■ Exercise objective ■
In the entries below, find the line with "For a GIS import: Convert" and print exactly every line from there up to and including the line with "Input: one rendered map. Transcribe", with no other lines.

Dataset entries
◇ ◇ ◇ ◇

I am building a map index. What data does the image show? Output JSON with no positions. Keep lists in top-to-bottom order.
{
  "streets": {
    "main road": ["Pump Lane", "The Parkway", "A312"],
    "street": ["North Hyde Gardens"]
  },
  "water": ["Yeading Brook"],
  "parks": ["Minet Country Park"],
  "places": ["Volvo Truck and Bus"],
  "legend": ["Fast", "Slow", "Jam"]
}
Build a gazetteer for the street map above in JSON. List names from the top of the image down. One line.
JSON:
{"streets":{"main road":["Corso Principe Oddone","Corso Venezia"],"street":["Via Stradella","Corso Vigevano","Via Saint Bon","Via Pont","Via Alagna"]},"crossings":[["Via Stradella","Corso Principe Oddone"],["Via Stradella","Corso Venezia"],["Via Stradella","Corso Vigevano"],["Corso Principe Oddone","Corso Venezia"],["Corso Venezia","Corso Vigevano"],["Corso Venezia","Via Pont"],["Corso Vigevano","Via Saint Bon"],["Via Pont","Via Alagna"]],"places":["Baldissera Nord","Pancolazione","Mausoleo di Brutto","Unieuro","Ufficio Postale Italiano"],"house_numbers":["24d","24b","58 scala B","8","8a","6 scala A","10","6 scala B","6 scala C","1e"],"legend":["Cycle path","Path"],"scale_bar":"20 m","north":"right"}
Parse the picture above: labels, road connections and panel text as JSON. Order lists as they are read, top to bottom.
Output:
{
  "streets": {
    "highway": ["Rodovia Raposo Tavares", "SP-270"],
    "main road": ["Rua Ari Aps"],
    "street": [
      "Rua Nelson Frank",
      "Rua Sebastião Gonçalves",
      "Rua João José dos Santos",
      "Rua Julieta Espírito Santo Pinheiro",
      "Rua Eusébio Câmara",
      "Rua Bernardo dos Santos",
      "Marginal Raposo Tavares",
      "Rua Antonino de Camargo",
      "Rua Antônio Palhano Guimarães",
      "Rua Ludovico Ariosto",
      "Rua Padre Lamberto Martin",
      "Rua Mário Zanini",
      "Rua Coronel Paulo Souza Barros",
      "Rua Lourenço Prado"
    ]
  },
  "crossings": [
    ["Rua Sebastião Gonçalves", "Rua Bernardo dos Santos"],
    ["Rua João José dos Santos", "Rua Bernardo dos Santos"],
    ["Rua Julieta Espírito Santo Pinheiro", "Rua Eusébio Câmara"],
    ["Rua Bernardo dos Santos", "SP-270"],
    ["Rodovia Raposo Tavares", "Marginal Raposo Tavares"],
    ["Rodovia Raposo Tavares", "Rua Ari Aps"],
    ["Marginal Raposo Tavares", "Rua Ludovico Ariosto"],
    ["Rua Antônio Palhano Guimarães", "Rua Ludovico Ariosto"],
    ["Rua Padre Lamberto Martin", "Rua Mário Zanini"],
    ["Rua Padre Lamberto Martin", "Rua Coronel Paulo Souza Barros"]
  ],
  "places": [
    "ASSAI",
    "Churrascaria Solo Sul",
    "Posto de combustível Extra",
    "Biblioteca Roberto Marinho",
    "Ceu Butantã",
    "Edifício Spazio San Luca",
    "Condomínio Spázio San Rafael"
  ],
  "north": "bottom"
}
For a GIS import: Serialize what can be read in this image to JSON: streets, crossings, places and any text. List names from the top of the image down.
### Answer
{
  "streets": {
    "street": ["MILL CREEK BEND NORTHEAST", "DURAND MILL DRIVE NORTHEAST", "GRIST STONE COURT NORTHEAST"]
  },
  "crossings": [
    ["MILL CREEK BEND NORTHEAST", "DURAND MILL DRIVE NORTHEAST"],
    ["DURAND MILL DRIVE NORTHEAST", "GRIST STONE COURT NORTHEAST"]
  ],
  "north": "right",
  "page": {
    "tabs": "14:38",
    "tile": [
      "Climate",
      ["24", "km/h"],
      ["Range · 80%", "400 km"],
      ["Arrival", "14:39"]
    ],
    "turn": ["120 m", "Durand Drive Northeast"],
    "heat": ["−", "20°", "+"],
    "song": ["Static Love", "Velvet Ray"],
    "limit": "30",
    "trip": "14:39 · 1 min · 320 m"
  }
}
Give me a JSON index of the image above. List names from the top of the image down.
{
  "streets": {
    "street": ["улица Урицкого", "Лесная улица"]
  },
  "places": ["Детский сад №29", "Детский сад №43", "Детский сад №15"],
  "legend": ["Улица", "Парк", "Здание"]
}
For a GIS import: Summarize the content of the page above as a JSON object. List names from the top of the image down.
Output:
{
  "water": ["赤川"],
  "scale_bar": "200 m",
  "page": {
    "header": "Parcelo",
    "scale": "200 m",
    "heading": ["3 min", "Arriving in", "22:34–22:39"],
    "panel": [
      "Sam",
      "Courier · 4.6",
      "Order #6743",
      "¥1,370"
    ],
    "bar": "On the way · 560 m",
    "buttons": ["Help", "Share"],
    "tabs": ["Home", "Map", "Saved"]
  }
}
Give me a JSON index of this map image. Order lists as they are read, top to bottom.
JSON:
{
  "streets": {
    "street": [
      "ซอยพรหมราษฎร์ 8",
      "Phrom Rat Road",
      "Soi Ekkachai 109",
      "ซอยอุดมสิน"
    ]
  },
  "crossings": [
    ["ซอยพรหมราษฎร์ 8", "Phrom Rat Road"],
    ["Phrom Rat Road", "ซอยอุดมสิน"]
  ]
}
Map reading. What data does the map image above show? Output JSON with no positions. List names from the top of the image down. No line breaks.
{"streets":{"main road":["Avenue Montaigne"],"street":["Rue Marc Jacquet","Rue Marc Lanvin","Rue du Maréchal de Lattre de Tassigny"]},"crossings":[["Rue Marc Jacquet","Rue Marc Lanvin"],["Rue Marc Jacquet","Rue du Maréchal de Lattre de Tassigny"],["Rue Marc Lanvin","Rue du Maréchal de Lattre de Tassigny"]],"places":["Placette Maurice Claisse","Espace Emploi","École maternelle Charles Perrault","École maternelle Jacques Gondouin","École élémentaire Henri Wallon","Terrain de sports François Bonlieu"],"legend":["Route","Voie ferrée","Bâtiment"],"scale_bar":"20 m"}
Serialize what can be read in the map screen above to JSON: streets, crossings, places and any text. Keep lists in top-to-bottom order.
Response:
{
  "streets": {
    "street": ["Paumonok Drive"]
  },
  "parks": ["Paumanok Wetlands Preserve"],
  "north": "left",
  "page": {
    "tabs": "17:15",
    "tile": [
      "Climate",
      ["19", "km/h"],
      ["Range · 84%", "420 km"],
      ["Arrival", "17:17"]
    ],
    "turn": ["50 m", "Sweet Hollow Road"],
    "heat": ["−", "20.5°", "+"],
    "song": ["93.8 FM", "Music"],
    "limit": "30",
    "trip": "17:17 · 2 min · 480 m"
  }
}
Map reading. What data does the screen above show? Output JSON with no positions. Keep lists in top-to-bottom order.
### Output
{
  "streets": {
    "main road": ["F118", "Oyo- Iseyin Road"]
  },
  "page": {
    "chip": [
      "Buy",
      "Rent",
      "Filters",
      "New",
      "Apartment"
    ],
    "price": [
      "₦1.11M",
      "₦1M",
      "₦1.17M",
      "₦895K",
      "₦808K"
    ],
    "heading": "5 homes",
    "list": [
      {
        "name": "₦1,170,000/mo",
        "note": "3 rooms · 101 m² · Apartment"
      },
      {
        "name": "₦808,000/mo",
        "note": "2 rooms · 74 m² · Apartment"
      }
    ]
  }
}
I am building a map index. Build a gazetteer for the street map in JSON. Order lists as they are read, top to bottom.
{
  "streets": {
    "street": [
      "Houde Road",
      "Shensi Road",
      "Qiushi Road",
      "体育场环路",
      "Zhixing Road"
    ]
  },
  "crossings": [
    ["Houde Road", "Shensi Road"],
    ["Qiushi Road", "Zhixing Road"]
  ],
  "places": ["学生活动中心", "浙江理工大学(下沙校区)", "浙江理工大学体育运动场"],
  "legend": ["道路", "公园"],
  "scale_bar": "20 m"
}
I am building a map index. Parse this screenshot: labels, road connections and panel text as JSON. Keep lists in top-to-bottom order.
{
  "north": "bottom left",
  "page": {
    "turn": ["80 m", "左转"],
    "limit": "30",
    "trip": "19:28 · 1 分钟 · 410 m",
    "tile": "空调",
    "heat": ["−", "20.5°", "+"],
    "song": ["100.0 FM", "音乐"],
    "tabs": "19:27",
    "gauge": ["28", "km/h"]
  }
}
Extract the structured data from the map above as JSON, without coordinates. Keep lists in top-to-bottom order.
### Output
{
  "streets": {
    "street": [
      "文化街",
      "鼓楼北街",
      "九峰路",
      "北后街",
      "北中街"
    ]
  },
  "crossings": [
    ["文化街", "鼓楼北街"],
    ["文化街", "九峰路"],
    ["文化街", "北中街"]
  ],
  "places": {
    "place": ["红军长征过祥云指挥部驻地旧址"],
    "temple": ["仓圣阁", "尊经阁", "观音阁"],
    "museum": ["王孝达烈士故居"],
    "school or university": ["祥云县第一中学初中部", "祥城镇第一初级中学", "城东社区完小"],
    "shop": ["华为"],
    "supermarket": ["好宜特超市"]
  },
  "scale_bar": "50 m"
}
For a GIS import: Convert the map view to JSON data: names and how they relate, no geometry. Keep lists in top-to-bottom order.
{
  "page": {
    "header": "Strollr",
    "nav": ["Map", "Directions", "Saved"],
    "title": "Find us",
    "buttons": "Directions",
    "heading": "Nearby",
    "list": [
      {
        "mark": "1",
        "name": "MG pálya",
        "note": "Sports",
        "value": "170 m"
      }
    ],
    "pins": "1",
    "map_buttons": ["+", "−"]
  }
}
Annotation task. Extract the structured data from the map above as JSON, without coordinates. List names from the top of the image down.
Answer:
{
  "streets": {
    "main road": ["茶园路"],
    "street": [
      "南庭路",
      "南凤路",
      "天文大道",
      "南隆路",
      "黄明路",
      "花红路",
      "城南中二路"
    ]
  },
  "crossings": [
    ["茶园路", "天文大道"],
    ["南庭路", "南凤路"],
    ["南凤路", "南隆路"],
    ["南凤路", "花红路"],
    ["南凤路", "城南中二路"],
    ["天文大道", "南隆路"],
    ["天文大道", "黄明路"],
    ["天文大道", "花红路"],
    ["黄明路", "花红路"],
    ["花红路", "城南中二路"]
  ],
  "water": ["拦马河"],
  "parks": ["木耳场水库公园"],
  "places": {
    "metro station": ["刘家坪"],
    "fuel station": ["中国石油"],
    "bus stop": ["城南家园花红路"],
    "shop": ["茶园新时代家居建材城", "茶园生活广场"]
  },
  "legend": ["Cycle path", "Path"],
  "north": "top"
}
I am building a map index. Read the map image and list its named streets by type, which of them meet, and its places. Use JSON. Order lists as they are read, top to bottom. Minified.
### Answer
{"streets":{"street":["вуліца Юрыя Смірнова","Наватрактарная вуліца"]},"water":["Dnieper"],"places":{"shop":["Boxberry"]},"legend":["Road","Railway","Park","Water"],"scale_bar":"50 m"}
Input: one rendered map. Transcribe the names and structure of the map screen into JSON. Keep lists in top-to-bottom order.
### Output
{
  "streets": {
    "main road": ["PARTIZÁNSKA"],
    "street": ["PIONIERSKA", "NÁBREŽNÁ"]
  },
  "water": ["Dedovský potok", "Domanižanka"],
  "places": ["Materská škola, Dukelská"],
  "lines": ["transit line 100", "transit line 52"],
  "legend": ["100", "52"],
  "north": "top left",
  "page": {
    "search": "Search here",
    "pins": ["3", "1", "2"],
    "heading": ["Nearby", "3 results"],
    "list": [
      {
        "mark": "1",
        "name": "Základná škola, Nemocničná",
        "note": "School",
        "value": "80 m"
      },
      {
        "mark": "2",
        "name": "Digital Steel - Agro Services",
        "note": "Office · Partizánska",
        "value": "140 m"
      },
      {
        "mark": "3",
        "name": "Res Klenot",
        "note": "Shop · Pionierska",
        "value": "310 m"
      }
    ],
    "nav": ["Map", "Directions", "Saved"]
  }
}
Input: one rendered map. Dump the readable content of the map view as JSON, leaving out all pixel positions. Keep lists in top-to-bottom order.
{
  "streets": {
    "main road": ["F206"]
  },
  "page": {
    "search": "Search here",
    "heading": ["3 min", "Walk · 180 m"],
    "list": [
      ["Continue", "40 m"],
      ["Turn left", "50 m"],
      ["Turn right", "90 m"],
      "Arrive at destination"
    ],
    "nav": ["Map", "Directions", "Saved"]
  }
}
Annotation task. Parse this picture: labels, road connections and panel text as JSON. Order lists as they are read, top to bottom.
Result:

◇ ◇ ◇ ◇

■ Exercise answer ■
For a GIS import: Convert the map view to JSON data: names and how they relate, no geometry. Keep lists in top-to-bottom order.
{
  "page": {
    "header": "Strollr",
    "nav": ["Map", "Directions", "Saved"],
    "title": "Find us",
    "buttons": "Directions",
    "heading": "Nearby",
    "list": [
      {
        "mark": "1",
        "name": "MG pálya",
        "note": "Sports",
        "value": "170 m"
      }
    ],
    "pins": "1",
    "map_buttons": ["+", "−"]
  }
}
Annotation task. Extract the structured data from the map above as JSON, without coordinates. List names from the top of the image down.
Answer:
{
  "streets": {
    "main road": ["茶园路"],
    "street": [
      "南庭路",
      "南凤路",
      "天文大道",
      "南隆路",
      "黄明路",
      "花红路",
      "城南中二路"
    ]
  },
  "crossings": [
    ["茶园路", "天文大道"],
    ["南庭路", "南凤路"],
    ["南凤路", "南隆路"],
    ["南凤路", "花红路"],
    ["南凤路", "城南中二路"],
    ["天文大道", "南隆路"],
    ["天文大道", "黄明路"],
    ["天文大道", "花红路"],
    ["黄明路", "花红路"],
    ["花红路", "城南中二路"]
  ],
  "water": ["拦马河"],
  "parks": ["木耳场水库公园"],
  "places": {
    "metro station": ["刘家坪"],
    "fuel station": ["中国石油"],
    "bus stop": ["城南家园花红路"],
    "shop": ["茶园新时代家居建材城", "茶园生活广场"]
  },
  "legend": ["Cycle path", "Path"],
  "north": "top"
}
I am building a map index. Read the map image and list its named streets by type, which of them meet, and its places. Use JSON. Order lists as they are read, top to bottom. Minified.
### Answer
{"streets":{"street":["вуліца Юрыя Смірнова","Наватрактарная вуліца"]},"water":["Dnieper"],"places":{"shop":["Boxberry"]},"legend":["Road","Railway","Park","Water"],"scale_bar":"50 m"}
Input: one rendered map. Transcribe the names and structure of the map screen into JSON. Keep lists in top-to-bottom order.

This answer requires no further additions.